Work to complete :: The output must reproduce each line of the data word for word.

Information provided ::
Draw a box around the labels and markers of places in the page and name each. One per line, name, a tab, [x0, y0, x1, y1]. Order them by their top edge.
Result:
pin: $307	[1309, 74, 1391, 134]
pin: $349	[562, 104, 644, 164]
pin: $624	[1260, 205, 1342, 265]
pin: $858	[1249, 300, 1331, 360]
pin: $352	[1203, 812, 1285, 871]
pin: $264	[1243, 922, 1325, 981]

Output for this exercise ::
Draw a box around the labels and markers of places in the page and name each. One per line, name, a tab, [x0, y0, x1, y1]. Order them by their top edge.
Result:
pin: $307	[1309, 74, 1391, 134]
pin: $349	[562, 104, 644, 164]
pin: $624	[1260, 205, 1342, 265]
pin: $858	[1249, 300, 1331, 360]
pin: $352	[1203, 812, 1285, 871]
pin: $264	[1243, 922, 1325, 981]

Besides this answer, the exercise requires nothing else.